People like “All_American” are getting louder, and they want to take over. They believe that “liberals” (whoever they are) want to destroy our society, but their refusal to temper their ideological views with facts makes their movement ignorant, shrill—and powerful. It’s much easier just to claim that “liberals” hate freedom, or that they want to take your money, than it is to engage reality with facts and reasoned discourse.

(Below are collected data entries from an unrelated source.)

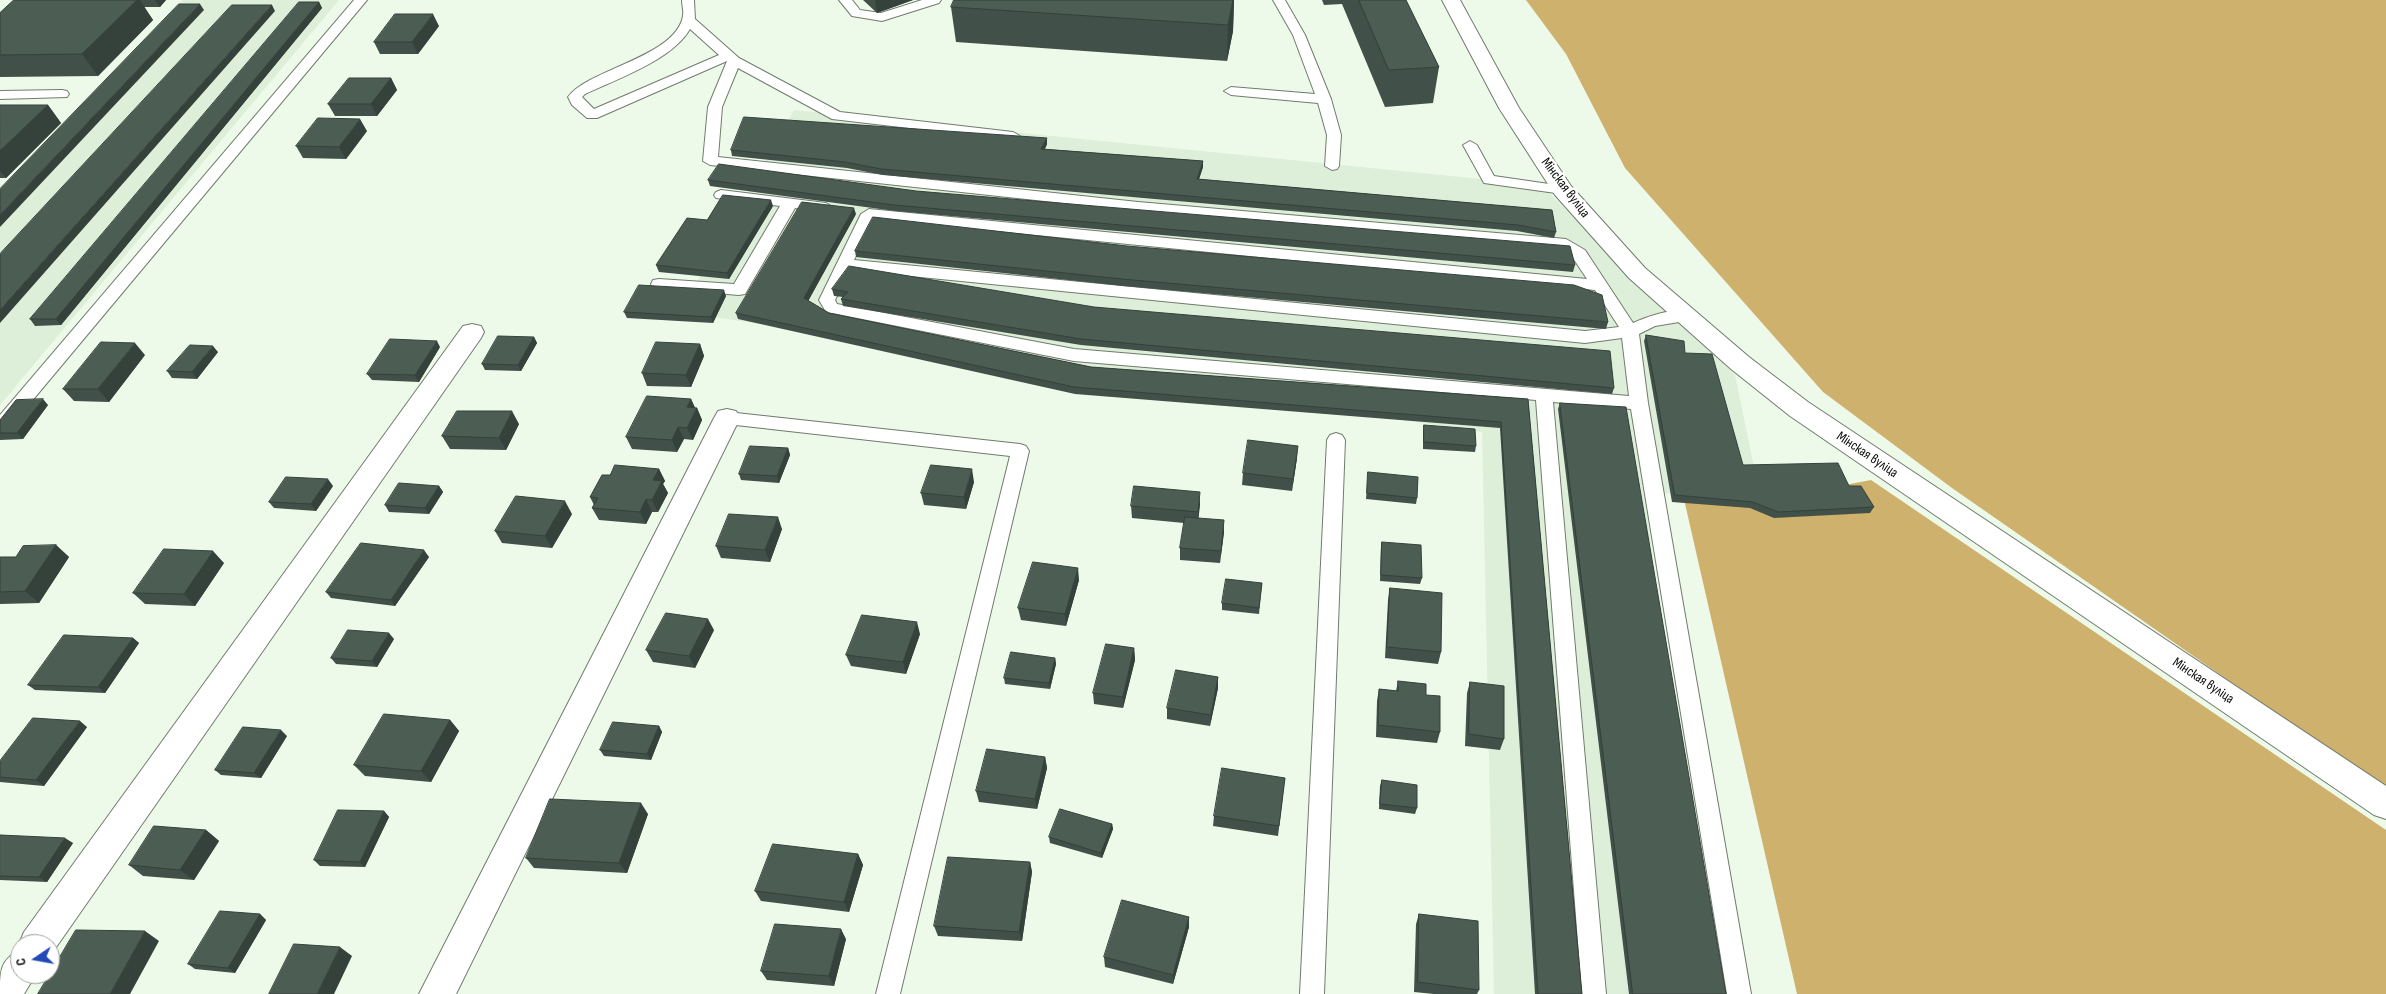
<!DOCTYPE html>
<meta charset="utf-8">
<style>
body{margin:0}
#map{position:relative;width:2386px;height:994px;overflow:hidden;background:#eefae9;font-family:"Sofia Sans Condensed",sans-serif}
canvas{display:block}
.north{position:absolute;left:10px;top:934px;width:50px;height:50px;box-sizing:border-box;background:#fff;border:1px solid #9d9f9d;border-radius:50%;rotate:258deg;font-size:14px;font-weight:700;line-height:20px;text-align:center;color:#0a0e09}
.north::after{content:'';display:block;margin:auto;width:18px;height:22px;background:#2349b8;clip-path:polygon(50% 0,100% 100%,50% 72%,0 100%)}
</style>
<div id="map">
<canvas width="2386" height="994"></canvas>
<div class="north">С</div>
</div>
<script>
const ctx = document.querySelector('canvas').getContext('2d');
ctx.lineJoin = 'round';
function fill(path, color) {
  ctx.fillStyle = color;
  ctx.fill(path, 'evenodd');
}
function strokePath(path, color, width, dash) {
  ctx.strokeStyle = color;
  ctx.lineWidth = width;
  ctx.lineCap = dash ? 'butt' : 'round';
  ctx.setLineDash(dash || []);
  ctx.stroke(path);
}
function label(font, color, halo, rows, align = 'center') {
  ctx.font = font + ' "Sofia Sans Condensed",sans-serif';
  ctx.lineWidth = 5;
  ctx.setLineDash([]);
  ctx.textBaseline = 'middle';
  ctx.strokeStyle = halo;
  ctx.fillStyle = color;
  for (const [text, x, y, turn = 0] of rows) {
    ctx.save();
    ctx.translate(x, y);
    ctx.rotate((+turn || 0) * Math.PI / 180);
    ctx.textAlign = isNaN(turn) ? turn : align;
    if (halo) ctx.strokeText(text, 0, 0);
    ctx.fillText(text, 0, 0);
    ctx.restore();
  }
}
const built = new Path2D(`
 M183 0H339L0 405V190Z
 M794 110 1541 185 1735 375 1758 486 1645 495 1708 994H1494L1482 432 680 312Z`);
const forest = new Path2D(`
 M1526 0H2386V790L1952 488 1823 392 1625 168 1566 54Z
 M1678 473 1823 489 1871 480 2386 830V994H1797Z`);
const service = new Path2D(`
 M354 0H367L6 432 0 433V415Z
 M682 0H694L695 19 739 58 840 112 1013 132 1020 136 1013 140 832 119 738 68 722 107 718 157 1138 202 1566 239 1585 250 1633 323C1649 316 1674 307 1691 312L1693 316 1691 320 1655 326 1639 334 1648 403 1751 994H1727L1631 409 1553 402 1606 994H1582L1536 400 1074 361 832 313 826 312 819 300 861 214 869 209 1587 279 1573 258 1562 249 1138 211 710 165 703 161 708 107 727 61 597 118H587L572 105 568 97C588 69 676 57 683 16 684 11 682 5 682 0ZM690 29 719 55 594 109 582 97 585 94C617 79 672 60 690 29ZM874 219 1595 290 1619 327 1585 331 854 260ZM850 270 1585 343 1622 338 1629 396 1074 349 837 304 835 300Z
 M839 0H852L860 10 881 13 922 0H941L939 3 882 21 852 16Z
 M1273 0H1285L1305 35 1331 99 1341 135 1339 166 1337 169 1332 170 1325 166 1327 135 1318 103 1231 95 1224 91 1231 87 1315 94 1293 35Z
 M62 90 67 91 69 94 67 97 0 99V91Z
 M1470 141 1477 145 1494 176 1563 186 1570 190 1563 194 1484 183 1463 145Z
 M721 190 826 203 834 208 826 213 795 208 745 294 739 295 653 288 651 284 653 280 659 279 734 284 780 206 716 198 714 195 716 192Z
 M727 412 1020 444 1026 446 1029 451 900 994H876L1010 456 727 424 721 422 718 418 721 414Z
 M1336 433 1342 435 1345 440 1324 994H1300L1327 440 1330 435Z`);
const minor = new Path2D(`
 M472 324 481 326 484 332 481 338 50 956V944H20V946L19 944 24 932 463 326Z
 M727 409 736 411 740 418 456 994H419L714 418 718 411Z
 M20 950V974H36L24 994H0C0 971 0 960 20 950Z`);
const secondary = new Path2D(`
 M1442 0H1460L1519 108 1571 186 1645 268 1749 357 1808 402 2386 786V819L2374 815 1790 416 1731 369 1629 278 1555 195 1499 108Z`);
const wall = new Path2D(`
 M14 0H166L160 7H144L153 20 98 76 0 77V13Z
 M863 0H913L877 13Z
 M1234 0 1233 31 1227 61 956 42 951 7Z
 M1322 0H1406L1439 67 1433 103 1385 107 1342 4 1324 5Z
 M319 2 322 8 61 325 35 326 30 319Z
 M439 26 418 54H380L374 42Z
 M391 78 397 90 377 116H335L328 104Z
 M0 105H48L61 123 6 178H0Z
 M367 131 346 159 303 158 296 146Z
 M1047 138V144L1045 149 1203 161V167L1199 179 1552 210 1556 232 1554 238 1517 231 883 175 847 168 732 156 731 150Z
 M708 180 916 191 1575 265 1573 272 895 211 710 186Z
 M773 206 729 279 659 272 656 265Z
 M856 214 808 301 829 313 1091 367 1528 399 1582 994H1535L1500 428 1075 394 738 319 736 313Z
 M855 251 1608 322 1606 329 1123 286 856 257Z
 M832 289 1094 307 1614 388 1612 394 1081 345 843 306 841 299 843 297 834 296Z
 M726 296 713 323 627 318 624 312Z
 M1646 335 1685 353 1743 465 1849 486 1874 507 1870 513 1774 518 1750 508 1672 502 1644 341Z
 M534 337 537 343 521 371 485 370 482 364Z
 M700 344 704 356 691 387 647 386 642 373Z
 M440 347 419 382 372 380 367 374Z
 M218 352 197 379 172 378 167 371Z
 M145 355 109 402 74 401 63 389Z
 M691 399 695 408H697L702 420 693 440 684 439 677 452 632 449 626 437Z
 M1560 403 1726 994H1629L1558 409Z
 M48 405 23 439 0 440V420Z
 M519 424 506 450 450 449 442 436Z
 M1424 425 1476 446 1475 452 1423 449V431Z
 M788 448 790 455 779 483 741 480 739 474Z
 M1297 458 1292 491 1242 485 1243 473Z
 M659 469 665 481 663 484 668 493 658 512H652L646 524 599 520 592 508 594 505 590 497 610 475Z
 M1368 472 1417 498 1416 504 1366 499Z
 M974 482 966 509 924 505 921 493Z
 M333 486 316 511 274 508 269 502Z
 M439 486 443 492 429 514 389 512 385 505Z
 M1200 504 1198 518 1224 532 1220 563 1180 560V548L1184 523 1132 518 1131 506Z
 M572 514 552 548 502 543 495 531Z
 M782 529 770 562 721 558 716 546Z
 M1382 542 1422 578 1420 584 1380 581 1381 548Z
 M56 545 69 557 39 603 0 604V557H16Z
 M429 557 395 606 331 598 326 592Z
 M224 563 195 606 145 604 133 593Z
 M1079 580 1066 626 1021 620 1018 608Z
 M1262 583 1259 614 1222 610V603Z
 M1390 588 1441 652 1438 664 1385 658 1388 600Z
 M714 630 695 668 653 662 646 650Z
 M920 634 906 674 851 666 846 655Z
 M133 638 139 643 105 693 35 690 28 685Z
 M394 639 377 667 336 664 331 658Z
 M1134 648 1135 660 1123 708 1094 704 1093 693Z
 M1055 658 1056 664 1050 689 1005 684 1004 678Z
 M1218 677V688L1210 726 1167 719V708Z
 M1398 681 1426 695 1440 732 1437 743 1376 737 1377 701 1379 689 1396 691Z
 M1470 682 1504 739 1500 750 1465 746 1467 693Z
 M450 720 459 731 431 782 365 776 354 765Z
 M659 726 662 732 651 760 604 756 600 750Z
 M87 727 44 786 0 782V761Z
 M287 736 261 778 221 775 215 770Z
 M1045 757 1047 768 1037 809 979 802 976 791Z
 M1285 778 1278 836 1213 826 1214 816Z
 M1382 780 1417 808 1415 814 1379 809 1380 786Z
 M384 811 389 817 365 867 320 866 314 860Z
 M648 814 627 873 534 868 526 858Z
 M1112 824 1113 829 1102 858 1050 843 1049 837Z
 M206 830 219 841 194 880 143 876 129 865Z
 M0 835 73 843 47 882 0 880Z
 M858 854 863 865 849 912 761 901 755 891Z
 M1030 862 1032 872 1022 941 938 936 934 926Z
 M260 914 266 920 235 973 195 969 188 964Z
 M1419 914 1479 990 1477 994H1434L1414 992 1416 924Z
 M1189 917V927L1173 984 1105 967 1104 957Z
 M846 939 834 986 767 980 761 971Z`);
const shadedWall = new Path2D(`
 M137 0H140L153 20 98 76 82 54Z
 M155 0H166L160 7Z
 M875 0H913L877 13Z
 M1233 0H1234L1233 31 1227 61 1228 25Z
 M319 2 322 8 61 325 56 319Z
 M200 4 204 10 0 227V215Z
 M272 5 275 11 0 323V310Z
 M433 14 439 26 418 54 412 42Z
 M391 78 397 90 377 116 371 104Z
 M48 105 61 123 6 178 0 171V151Z
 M360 119 367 131 346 159 339 147Z
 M1047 138V144L1042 155 1041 149Z
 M1203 161V167L1197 185V179Z
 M771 200 773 206 729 279 727 273Z
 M854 208 856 214 806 305 804 298Z
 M724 290 726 296 713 323 711 317Z
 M534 337 537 343 521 371 518 365Z
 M437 341 440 347 419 382 415 375Z
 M135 343 145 355 109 402 98 389Z
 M700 344 704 356 691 387 686 375Z
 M213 346 218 352 197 379 192 372Z
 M43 399 48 405 23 439 17 433Z
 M691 399 696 410 697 408 702 420 693 440 687 428V407Z
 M512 411 519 424 506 450 499 438Z
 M678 427 684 439 677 452 672 440Z
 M1298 446 1297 458 1292 491 1293 479Z
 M788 448 790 455 779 483 777 476Z
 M659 469 665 481 663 484 668 493 658 512 652 500 653 480Z
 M972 469 974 482 966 509 964 497Z
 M328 479 333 486 316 511 311 504Z
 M439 486 443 492 429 514 425 508Z
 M1200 492V504L1198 524V512Z
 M646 499 652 512 646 524 640 512Z
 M565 501 572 514 552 548 545 536Z
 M778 517 782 529 770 562 765 550Z
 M1224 520V532L1220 563 1221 551Z
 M56 545 69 557 39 603 25 591Z
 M424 550 429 557 395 606 391 600Z
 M213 551 224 563 195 606 184 594Z
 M1078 568 1079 580 1066 626 1065 614Z
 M708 619 714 630 695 668 689 656Z
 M917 622 920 634 906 674 903 662Z
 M389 633 394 639 377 667 372 661Z
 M133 638 139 643 105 693 98 687Z
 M1134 648 1135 660 1123 708V697Z
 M1055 658 1056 664 1050 689 1049 683Z
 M1218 677V688L1210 726 1211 715Z
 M450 720 459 731 431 782 421 771Z
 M80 721 87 727 44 786 36 780Z
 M659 726 662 732 651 760 647 754Z
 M281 730 287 736 261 778 254 773Z
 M1045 757 1047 768 1037 809 1035 799Z
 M641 803 648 814 627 873 619 863Z
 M384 811 389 817 365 867 360 862Z
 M1112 824 1113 829 1102 858 1101 853Z
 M206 830 219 841 194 880 180 870Z
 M65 838 73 843 47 882 39 877Z
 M858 854 863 865 849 912 844 902Z
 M1030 862 1032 872 1022 941 1019 932Z
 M260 914 266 920 235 973 228 968Z
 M1189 917V927L1173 984V975Z
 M841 929 846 939 834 986 829 976Z
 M145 931 159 941 130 994H110Z
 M340 947 352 956 334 994H317Z`);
const building = new Path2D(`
 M14 0H137L82 54 0 55V13Z
 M954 0H1233L1228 25 951 7Z
 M1359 0H1406L1439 67 1389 70Z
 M299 2H319L56 319H30Z
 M179 4H200L0 215V189Z
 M232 5H272L0 310V254Z
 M395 14H433L412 42H374Z
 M349 78H391L371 104H328Z
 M0 105H48L0 151Z
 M744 117 1047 138 1041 149 1203 161 1197 179 1552 210 1556 232 1518 225 881 169 845 162 731 150Z
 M318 118 360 119 339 147 296 146Z
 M719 164 916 191 1570 246 1575 265 894 205 708 180Z
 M723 195 771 200 727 273 656 265 687 218 707 220Z
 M802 202 854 208 804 298 829 313 1091 367 1528 399 1582 994H1538L1501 422 1074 387 736 313Z
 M873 217 1127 246 1574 285 1602 295 1608 322 1122 279 855 251Z
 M849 266 1094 307 1610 351 1614 388 1081 339 841 299 848 292 832 289Z
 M639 285 724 290 711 317 624 312Z
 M1646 335 1684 341 1685 353 1712 354 1743 465 1838 463 1849 486H1861L1874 507 1778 512 1753 502 1675 495Z
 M498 336 534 337 518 365 482 364Z
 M390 339 437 341 415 375 367 374Z
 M101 342 135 343 98 389H63Z
 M656 342 700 344 686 375 642 373Z
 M190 345 213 346 192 372 167 371Z
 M647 396 691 399 687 407 697 408 687 428 678 427 672 440 626 437Z
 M43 399 17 433H0V420L16 400Z
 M1560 403 1626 407 1726 994H1633Z
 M457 411H512L499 438 442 436Z
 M1424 425 1475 429 1476 446 1424 442Z
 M1248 440 1298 446 1293 479 1243 473Z
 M750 446 788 448 777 476 739 474Z
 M615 465 659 469 653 480 662 481 652 500 646 499 640 512 592 508 598 498 590 497 602 475H610Z
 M931 465 972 469 964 497 921 493Z
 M1368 472 1418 477 1417 498 1367 493Z
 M286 477 328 479 311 504 269 502Z
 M399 483 439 486 425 508 385 505Z
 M1134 486 1200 492 1198 512 1131 506Z
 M516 496 565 501 545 536 495 531Z
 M729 514 778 517 765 550 716 546Z
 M1185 517 1224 520 1221 551 1180 548Z
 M1382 542 1421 545 1422 578 1381 575Z
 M361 543 424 550 391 600 326 592Z
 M56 545 25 591 0 592V557H16L23 546Z
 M164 549 213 551 184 594 133 593Z
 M1033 562 1078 568 1065 614 1018 608Z
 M1226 579 1262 583 1259 608 1222 603Z
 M1390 588 1442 593 1441 652 1387 647Z
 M666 613 708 619 689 656 646 650Z
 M862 615 917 622 903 662 846 655Z
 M348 630 389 633 372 661 331 658Z
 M64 635 133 638 98 687 28 685Z
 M1106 644 1134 648 1123 697 1093 693Z
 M1011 652 1055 658 1049 683 1004 678Z
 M1176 670 1218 677 1211 715 1167 708Z
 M1398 681 1426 684V695L1440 696V732L1378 725 1379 689 1398 691Z
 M1470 682 1504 686V739L1469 734Z
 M384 714 450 720 421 771 354 765Z
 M33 718 80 721 36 780 0 777V761Z
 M613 722 659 726 647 754 600 750Z
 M243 727 281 730 254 773 215 770Z
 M987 749 1045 757 1035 799 976 791Z
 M1222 768 1285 778 1279 826 1214 816Z
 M1382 780 1417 785V808L1380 804Z
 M550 799 641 803 619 863 526 858Z
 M1060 809 1112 824 1101 853 1049 837Z
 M338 810 384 811 360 862 314 860Z
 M154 826 206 830 180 870 129 865Z
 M0 835 65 838 39 877 0 876Z
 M773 844 858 854 844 902 755 891Z
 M948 857 1030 862 1019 932 934 926Z
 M1122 900 1189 917 1173 975 1104 957Z
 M220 911 260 914 228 968 188 964Z
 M1419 914 1478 921 1479 990 1418 982Z
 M775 924 841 929 829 976 761 971Z
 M76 930 145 931 110 994H38Z
 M294 944 340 947 317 994H269Z`);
const streetNames = [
 ["Мінская вуліца",1565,188,53],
 ["Мінская вуліца",1867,455,34],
 ["Мінская вуліца",2203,681,34]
];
fill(built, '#deefd9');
fill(forest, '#cfb16e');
strokePath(service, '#707b6d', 2);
strokePath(minor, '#707b6d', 2);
strokePath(secondary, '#707b6d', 2);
fill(service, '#fff');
fill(minor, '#fff');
fill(secondary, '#fff');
fill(wall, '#415048');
fill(shadedWall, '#35413b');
fill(building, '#4c5d54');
strokePath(building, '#35413b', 1);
label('14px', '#0a0e09', '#fff', streetNames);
</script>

But we will pay a steep price if they win—not in taxes, but in the loss of our freedom, our intelligence, our happiness, our economic strength, and our moral authority. I would rather pay taxes and struggle against the forces of ignorance that will always threaten to overtake our political system.

And here is how we struggle: by promoting education and reasoned collaboration among citizens, by finding people like “All_American” and pushing them to engage their minds with us and the rest of the world, by thinking critically and skeptically and teaching our children and young people to do the same, by pursuing knowledge without limitations but using it only with caution. The forces of gleeful ignorance and dangerous selfishness threaten to ruin the great society we have built, but we cannot let them succeed.

The Right to Live

Professor Myers has it right:

Children are your responsibility, not your personal sheet of blank paper.

Right? Understand? Seems uncontroversial? But he continues with a razor sharp observation that should spur some critical thought among its targets:

They aren’t there for you to scribble on, crumple up, and throw away if you don’t like them. Isn’t it weird how the religious wackjobs can howl about how a fetus is a human being that must be granted the privilege of existence, but once it pops out, it reverts to being a possession, a thing that mommy and daddy can do with as they please?

Read his post at the link above to see the ridiculous context in which his remarks arise.

Civility in the Practice of Law

My law school—the San Joaquin College of Law—has posted a series of videos from a talk on civility in the legal profession by two local attorneys, Warren Paboojian and James Weakley. Watch them and learn how attorneys ought to practice. And these are not just for attorneys; if you have an attorney, or are thinking of hiring one, think about what these guys are saying. Choose wisely.

Torture Memos, John Yoo, the New York Times, and Lame Journalism

The New York Times asks John Yoo: “Do you regret writing the so-called torture memos, which claimed that President Bush was legally entitled to ignore laws prohibiting torture?”

He answers: “No, I had to write them. It was my job. As a lawyer, I had a client. The client needed a legal question answered.”

It’s a half-ass answer to a half-ass question. They gave him a way out by failing to ask a stronger question, like this one: “Do you regret advising President Bush that he was legally entitled to ignore laws prohibiting torture?” Instead, the question is just, “Do you regret writing the memos?” And the part about the president being “legally entitled to ignore laws prohibiting torture” just identifies which memos they are talking about.

So Yoo could just point out the obvious: the simple fact of writing the memos was part of his job. But what people want to know, and what the Times failed to ferret out, is whether Yoo feels any remorse for specifically advising President Bush that he could “ignore laws prohibiting torture.” Even though Yoo had a client with a legal question that needed answering, he did not have an obligation to answer that question in a certain way. He could have written those memos to argue that laws prohibiting torture are still applicable, no matter the people you’re dealing with, even when they’re in a newly made-up category like “enemy combatants.”

People like John Yoo should never be asked softball questions by journalists. And I’m not saying that just because I think Yoo’s political views are inhuman; people who assert hardball positions, no matter where they fall on the spectrum, should get hardball questions from journalists. If we’re going to have a free press, we should have a useful press, too.